Background: Aldehyde dehydrogenase 1 (ALDH1) has been characterised as a cancer stem cell marker in different types of tumours. Additionally, it plays a pivotal role in gene regulation and endows tumour cells with augmented chemoresistance. Recently, ALDH1A1 has been described as a prognostic marker in a pancreatic cancer tissue microarray. The aim of this study was to reevaluate the expression of ALDH1A1 as a prognostic marker on whole-mount tissue sections.

Methods: Real-time-quantitative-PCR (qRT-PCR) and Western blotting were used to evaluate the expression profile of ALDH1A1 in seven pancreatic cancer cell lines and one non-malignant pancreatic cell line. Immunostaining against ALDH1A1 and Ki-67 was performed on paraffin-embedded samples from 97 patients with pancreatic cancer. The immunohistochemical results were correlated to histopathological and clinical data.

Results: qRT-PCR and Western blotting revealed a different expression pattern of ALDH1A1 in different malignant and non-malignant pancreatic cell lines. Immunohistochemical analysis demonstrated that ALDH1A1 was confined to the cellular cytoplasm and occurred in 72 cases (74%), whereas it was negative in 25 cases (26%). High expression of ALDH1A1 was significantly correlated to an increased proliferation rate (Spearman correlation, p = 0.01). Univariate and multivariate analyses showed that decreased expression of ALDH1A1 is an independent adverse prognostic factor for overall survival.

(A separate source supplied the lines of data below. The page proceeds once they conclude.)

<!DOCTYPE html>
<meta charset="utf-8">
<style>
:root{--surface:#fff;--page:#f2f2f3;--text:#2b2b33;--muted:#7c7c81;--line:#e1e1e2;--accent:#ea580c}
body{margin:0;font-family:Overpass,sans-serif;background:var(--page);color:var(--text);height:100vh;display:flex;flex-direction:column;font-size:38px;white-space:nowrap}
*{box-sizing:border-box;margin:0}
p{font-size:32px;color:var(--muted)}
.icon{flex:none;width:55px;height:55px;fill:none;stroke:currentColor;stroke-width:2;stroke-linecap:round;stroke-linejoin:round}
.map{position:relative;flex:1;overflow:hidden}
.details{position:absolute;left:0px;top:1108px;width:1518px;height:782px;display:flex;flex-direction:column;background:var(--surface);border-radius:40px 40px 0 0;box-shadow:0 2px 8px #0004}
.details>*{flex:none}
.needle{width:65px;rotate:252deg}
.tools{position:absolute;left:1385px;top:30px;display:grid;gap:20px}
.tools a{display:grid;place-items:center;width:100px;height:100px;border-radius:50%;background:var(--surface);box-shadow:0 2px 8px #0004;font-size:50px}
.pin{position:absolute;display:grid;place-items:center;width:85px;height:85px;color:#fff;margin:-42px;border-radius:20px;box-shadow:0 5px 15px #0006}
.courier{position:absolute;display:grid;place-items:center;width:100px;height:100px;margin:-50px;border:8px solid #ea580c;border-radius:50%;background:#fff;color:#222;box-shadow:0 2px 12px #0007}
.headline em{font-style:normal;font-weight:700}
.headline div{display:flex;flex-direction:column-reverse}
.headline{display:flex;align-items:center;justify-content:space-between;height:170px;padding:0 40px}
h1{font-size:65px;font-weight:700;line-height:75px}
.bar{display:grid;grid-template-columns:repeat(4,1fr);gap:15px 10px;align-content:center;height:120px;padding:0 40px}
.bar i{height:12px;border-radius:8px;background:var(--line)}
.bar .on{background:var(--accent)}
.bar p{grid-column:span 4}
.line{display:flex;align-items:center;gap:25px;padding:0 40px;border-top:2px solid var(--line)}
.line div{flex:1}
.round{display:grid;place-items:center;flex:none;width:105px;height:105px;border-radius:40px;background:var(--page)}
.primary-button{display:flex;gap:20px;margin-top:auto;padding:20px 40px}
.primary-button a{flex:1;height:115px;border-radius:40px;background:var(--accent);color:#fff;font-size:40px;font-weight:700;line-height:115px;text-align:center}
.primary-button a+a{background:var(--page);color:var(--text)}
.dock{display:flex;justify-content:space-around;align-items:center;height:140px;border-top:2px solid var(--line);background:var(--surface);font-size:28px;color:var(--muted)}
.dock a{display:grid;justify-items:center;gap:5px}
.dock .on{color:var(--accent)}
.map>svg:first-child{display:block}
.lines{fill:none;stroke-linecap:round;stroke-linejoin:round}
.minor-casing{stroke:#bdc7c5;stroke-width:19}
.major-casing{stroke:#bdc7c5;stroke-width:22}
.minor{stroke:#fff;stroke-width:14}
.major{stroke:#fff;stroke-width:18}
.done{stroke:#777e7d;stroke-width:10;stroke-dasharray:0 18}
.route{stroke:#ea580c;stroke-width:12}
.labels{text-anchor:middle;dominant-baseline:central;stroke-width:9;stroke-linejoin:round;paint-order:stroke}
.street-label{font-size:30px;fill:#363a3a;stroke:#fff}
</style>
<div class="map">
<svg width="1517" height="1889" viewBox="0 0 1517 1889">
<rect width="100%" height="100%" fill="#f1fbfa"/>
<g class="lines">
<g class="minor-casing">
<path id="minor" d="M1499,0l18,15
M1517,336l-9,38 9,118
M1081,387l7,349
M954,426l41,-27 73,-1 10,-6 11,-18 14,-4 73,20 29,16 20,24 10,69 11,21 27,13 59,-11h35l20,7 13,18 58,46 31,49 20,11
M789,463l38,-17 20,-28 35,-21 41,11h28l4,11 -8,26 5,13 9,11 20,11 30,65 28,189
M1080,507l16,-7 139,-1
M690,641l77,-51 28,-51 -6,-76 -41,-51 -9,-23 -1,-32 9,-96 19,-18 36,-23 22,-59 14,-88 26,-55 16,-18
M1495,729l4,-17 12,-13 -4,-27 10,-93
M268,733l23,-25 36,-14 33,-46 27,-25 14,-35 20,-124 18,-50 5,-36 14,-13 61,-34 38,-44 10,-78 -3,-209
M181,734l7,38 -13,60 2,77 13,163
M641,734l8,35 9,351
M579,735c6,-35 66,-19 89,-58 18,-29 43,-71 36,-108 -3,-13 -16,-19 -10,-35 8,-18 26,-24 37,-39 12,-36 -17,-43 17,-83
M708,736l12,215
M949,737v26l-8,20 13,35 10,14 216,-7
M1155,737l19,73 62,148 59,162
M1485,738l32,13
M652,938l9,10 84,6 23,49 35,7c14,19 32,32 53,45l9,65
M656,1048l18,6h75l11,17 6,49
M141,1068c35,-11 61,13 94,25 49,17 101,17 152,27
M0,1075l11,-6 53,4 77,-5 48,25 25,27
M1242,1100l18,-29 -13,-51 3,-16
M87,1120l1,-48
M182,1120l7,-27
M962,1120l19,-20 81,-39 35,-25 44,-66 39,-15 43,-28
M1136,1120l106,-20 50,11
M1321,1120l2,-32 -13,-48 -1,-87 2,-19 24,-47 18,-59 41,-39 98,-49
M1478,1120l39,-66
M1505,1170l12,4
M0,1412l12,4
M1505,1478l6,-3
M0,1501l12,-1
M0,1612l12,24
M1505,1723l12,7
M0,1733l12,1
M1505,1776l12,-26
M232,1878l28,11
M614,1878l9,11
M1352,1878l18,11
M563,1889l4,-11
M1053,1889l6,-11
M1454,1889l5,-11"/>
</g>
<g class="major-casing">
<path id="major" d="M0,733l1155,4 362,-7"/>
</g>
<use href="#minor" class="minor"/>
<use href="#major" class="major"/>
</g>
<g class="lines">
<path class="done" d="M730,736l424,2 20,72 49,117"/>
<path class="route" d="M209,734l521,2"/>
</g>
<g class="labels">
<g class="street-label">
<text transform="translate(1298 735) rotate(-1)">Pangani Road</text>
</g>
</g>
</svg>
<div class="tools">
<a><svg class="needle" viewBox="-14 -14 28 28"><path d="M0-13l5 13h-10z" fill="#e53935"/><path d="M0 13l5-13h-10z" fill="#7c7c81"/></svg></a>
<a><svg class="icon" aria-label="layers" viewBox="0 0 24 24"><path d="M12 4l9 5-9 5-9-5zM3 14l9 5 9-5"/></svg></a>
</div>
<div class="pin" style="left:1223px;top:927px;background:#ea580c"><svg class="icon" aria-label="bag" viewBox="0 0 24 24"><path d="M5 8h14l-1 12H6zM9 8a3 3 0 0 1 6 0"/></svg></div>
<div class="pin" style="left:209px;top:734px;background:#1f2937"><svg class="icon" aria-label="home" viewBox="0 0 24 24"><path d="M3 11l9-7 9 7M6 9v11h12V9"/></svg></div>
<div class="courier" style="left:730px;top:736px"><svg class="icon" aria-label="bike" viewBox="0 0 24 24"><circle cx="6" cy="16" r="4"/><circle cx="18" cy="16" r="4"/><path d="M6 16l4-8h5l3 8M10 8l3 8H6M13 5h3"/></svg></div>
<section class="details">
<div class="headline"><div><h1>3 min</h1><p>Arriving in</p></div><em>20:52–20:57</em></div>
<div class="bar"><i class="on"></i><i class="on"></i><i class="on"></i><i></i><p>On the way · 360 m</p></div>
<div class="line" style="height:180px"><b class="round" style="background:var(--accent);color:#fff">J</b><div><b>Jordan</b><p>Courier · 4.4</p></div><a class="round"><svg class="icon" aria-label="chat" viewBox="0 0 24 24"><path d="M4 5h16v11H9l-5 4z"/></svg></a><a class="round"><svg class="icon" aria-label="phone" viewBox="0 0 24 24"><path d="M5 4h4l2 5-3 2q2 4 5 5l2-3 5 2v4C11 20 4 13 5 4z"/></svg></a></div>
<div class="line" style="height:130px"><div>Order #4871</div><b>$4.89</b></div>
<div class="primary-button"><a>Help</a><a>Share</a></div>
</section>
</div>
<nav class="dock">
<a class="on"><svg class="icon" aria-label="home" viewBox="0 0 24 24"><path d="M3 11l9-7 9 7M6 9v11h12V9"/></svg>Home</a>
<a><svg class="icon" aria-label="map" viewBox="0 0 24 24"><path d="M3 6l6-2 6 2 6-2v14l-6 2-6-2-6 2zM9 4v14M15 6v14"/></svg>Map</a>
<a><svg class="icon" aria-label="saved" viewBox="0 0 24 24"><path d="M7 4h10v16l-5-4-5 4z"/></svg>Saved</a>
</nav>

Conclusions: Immunohistochemical analysis on whole-mount tissue slides revealed that ALDH1A1 is more abundantly expressed in pancreatic cancer than initially reported by a tissue microarray analysis. Moreover, high expression of ALDH1A1 correlated significantly with the proliferation of tumour cells. Intriguingly, this study is the first which identifies low expression of ALDH1A1 as an independent adverse prognostic marker for overall survival in pancreatic cancer.

Figure 1

(A) Gene expression analysis of ALDH1 by qPCR in seven pancreatic cancer cell lines and one non-malignant pancreatic cell line. Fold-change (y-axis) of ALDH1 expression in pancreatic cancer cell lines compared to the non-malignant pancreatic epithelial cell ACBRI, respectively. (B) Western blotting analysis of ALDH1A1 in seven pancreatic cancer cell lines and one non-malignant pancreatic cell line (8). MW α/β-tubulin as loading control. 1: BxPC3, 2: T3M4, 3: MiaPaCa-2, 4: AsPC-1, 5: Colo357, 6: Panc1, 7: SU8686:, 8: ACBRI.

Figure 2

Immunohistochemical analyses of ALDH1 in pancreatic cancer revealed a cytoplasmic expression varying from 0 - 3. Comparing expression of ALDH1 and Ki-67 in corresponding sequential slides resulted in a positive correlation between strong expression of ALDH1 and a high proliferation rate. (A - D): pancreatic tumour samples displaying cytoplasmic expression of 0 (A), 1 (B), 2 (C) and 3 (D). (E - H): corresponding sequential slides with immunohistochemical staining against Ki-67. Original magnification 200×.

Figure 3

Kaplan-Meier curves displaying (A) median overall survival and (B) median recurrence-free survival in 97 patients with pancreatic cancer and ALDH1^negative/low or ALDH1^high expression.

Figure 4

Kaplan-Meier curves displaying (A) median overall survival and (B) median recurrence-free survival in a subgroup analysis of patients having received adjuvant chemotherapy.